BAG, 07.06.2016 - 1 ABR 30/14: Zur Antragsbefugnis einzelner Mitglieder des Betriebsrates

Das Bundesarbeitsgericht (BAG) hatte sich in einem Beschluss vom 07.06.2016 mit einem Streit über das Verfahren zur Feststellung des Abstimmungsergebnisses bei der Beschlussfassung des Betriebsrats zu befassen.

Im entschiedenen Fall handelte es sich um einen Betrieb mit etwa 20.000 Arbeitnehmern. Der Betriebsrat verfügte über 43 Mitglieder.

Eine Reihe einzelner Mitglieder dieses Betriebsrates waren nicht mit der Art und Weise der Ermittlung der Abstimmungsergebnisse bei der Beschlussfassung des Betriebsrates durch den Leiter der Sitzung vom 11.04.2013 einverstanden.

Dieser war wie folgt vorgegangen:

"Über die Vorschläge der Koordinationsausschüsse wurde in der Weise abgestimmt, dass zunächst nach Nein-Stimmen und sodann nach Enthaltungen gefragt wurden. Ja-Stimmen wurden nicht ausdrücklich abgefragt. Aus der Differenz der abgegebenen Stimmen zu den bei den sechs Abstimmungsvorgängen anwesenden Betriebsratsmitgliedern stellte der Sitzungsleiter die Zahl der Ja-Stimmen fest und teilte diese sowie die damit verbundene Annahme des Antrags mit. Das so festgestellte Ergebnis wurde sodann im Protokoll festgehalten." (Rdnr. 4)

Die o.g. Einzelmitglieder des Betriebsrates, die dieses Vorgehen nach der "Subtraktionsmethode" für betriebsverfassungswidrig hielten, leiteten daraufhin ein arbeitsgerichtliches Beschlussverfahren ein.
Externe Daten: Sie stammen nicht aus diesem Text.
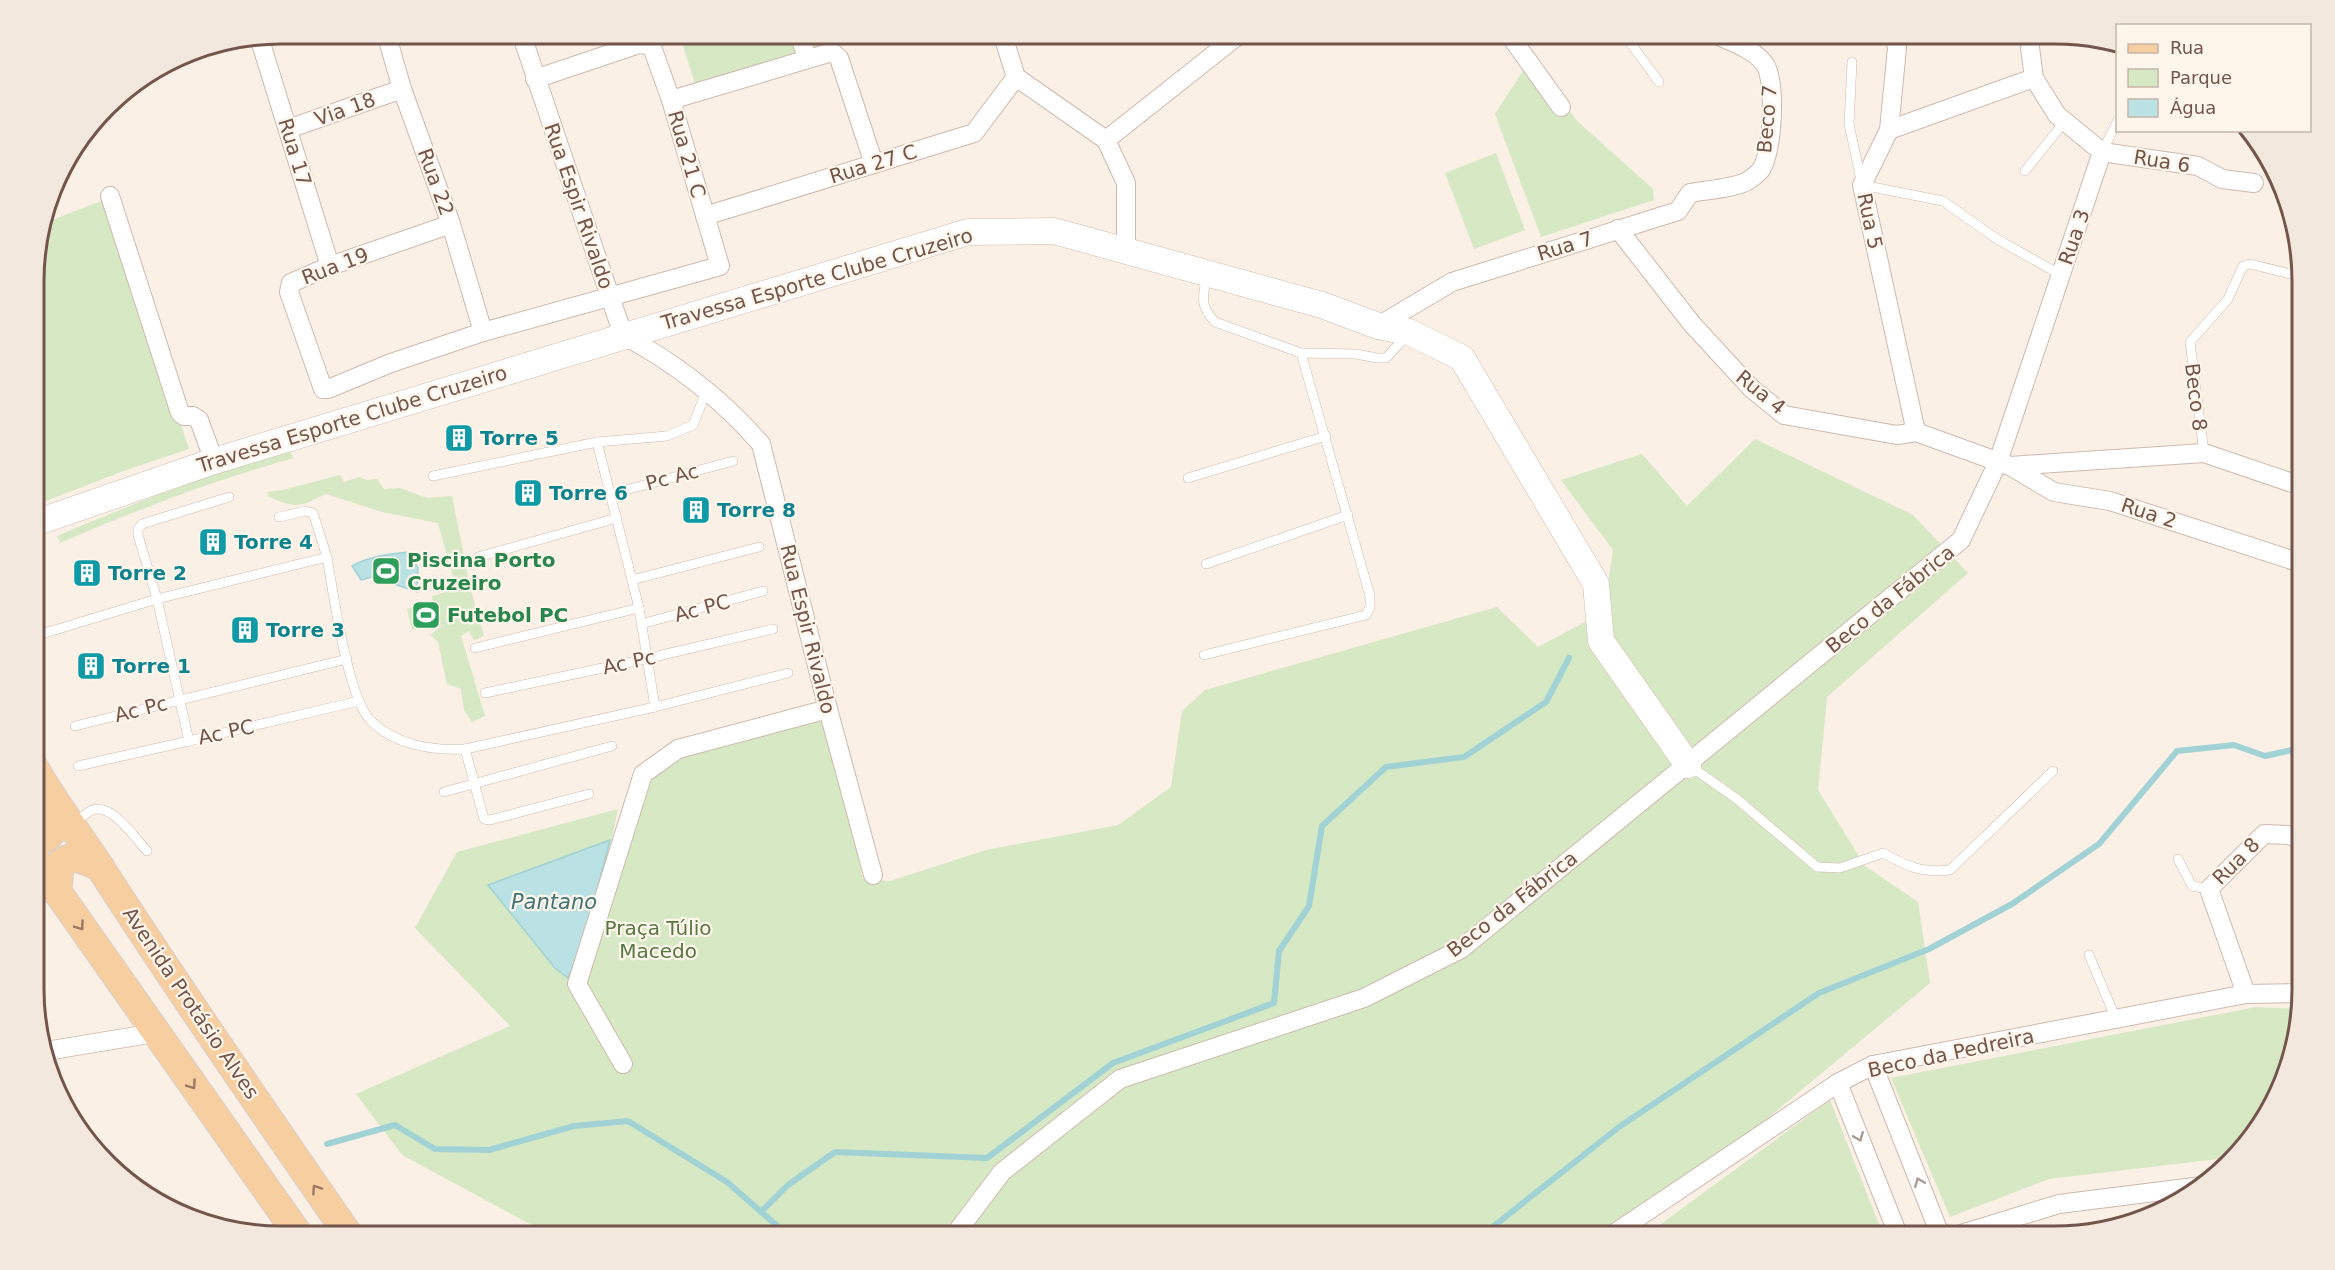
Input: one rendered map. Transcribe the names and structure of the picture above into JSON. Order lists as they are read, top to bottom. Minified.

Vor dem BAG hatten sie indes keinen Erfolg.

Symbolbild Richter

(Symbolbild)


Das BAG führte aus, dass die Antragsteller gar nicht in eigenen Rechten verletzt sein könnten und ihnen daher bereits die Antragsbefugnis fehle:

"Einzelne Mitglieder des Betriebsrats können gegenüber dem Betriebsrat weder die Unwirksamkeit eines Beschlusses noch die Rechtswidrigkeit von Handlungen unabhängig von einem Eingriff in eine eigene betriebsverfassungsrechtliche Rechtsposition geltend machen. Im Rahmen einer sog. Binnenstreitigkeit zwischen dem Betriebsrat und einzelnen seiner Mitglieder streiten die Beteiligten nicht über Individualrechte, sondern über Kompetenzen und Rechte, die dem Betriebsrat als Gremium oder einzelnen Betriebsratsmitgliedern kraft Gesetzes zugewiesen sind. Ebenso wie das BetrVG oder das ArbGG dem einzelnen Betriebsratsmitglied kein abstraktes inhaltliches Normenkontrollrecht für vom Betriebsrat geschlossene Betriebsvereinbarungen einräumt (BAG 29. April 2015 - 7 ABR 102/12 - Rn. 18, BAGE 151, 286), kann es nicht ohne Betroffenheit in einer eigenen betriebsverfassungsrechtlichen Rechtsposition in der Sache die Feststellung der Rechtmäßigkeit von Handlungen oder Entscheidungen des Betriebsrats verlangen. Das gilt auch für die Beschlussfassung des Betriebsrats. Daher ist ein einzelnes Mitglied daran gehindert, die Feststellung eines Abstimmungsergebnisses durch die Sitzungsleitung im Beschlussverfahren überprüfen zu lassen oder ein bestimmtes Abstimmungsverfahren bei der Beschlussfassung des Betriebsrats zu fordern, sofern es sich nicht auf die Verletzung eigener mitgliedschaftlicher Rechte berufen kann." (Rdnr. 16)

Insbesondere hätten die Antragsteller nicht geltend gemacht, dass ihre eigenen Stimmen fehlerhaft erfasst wurden:

"(1) Zu den betriebsverfassungsrechtlichen Rechtspositionen eines Betriebsratsmitglieds gehören unter anderem das Recht auf Teilnahme an Sitzungen des Betriebsrats, das Rederecht und das Recht auf Stimmabgabe. In das Stimmrecht kann eingegriffen werden, wenn die Sitzungsleitung die Stimmabgabe nicht oder unzutreffend würdigt." (Rdnr. 21)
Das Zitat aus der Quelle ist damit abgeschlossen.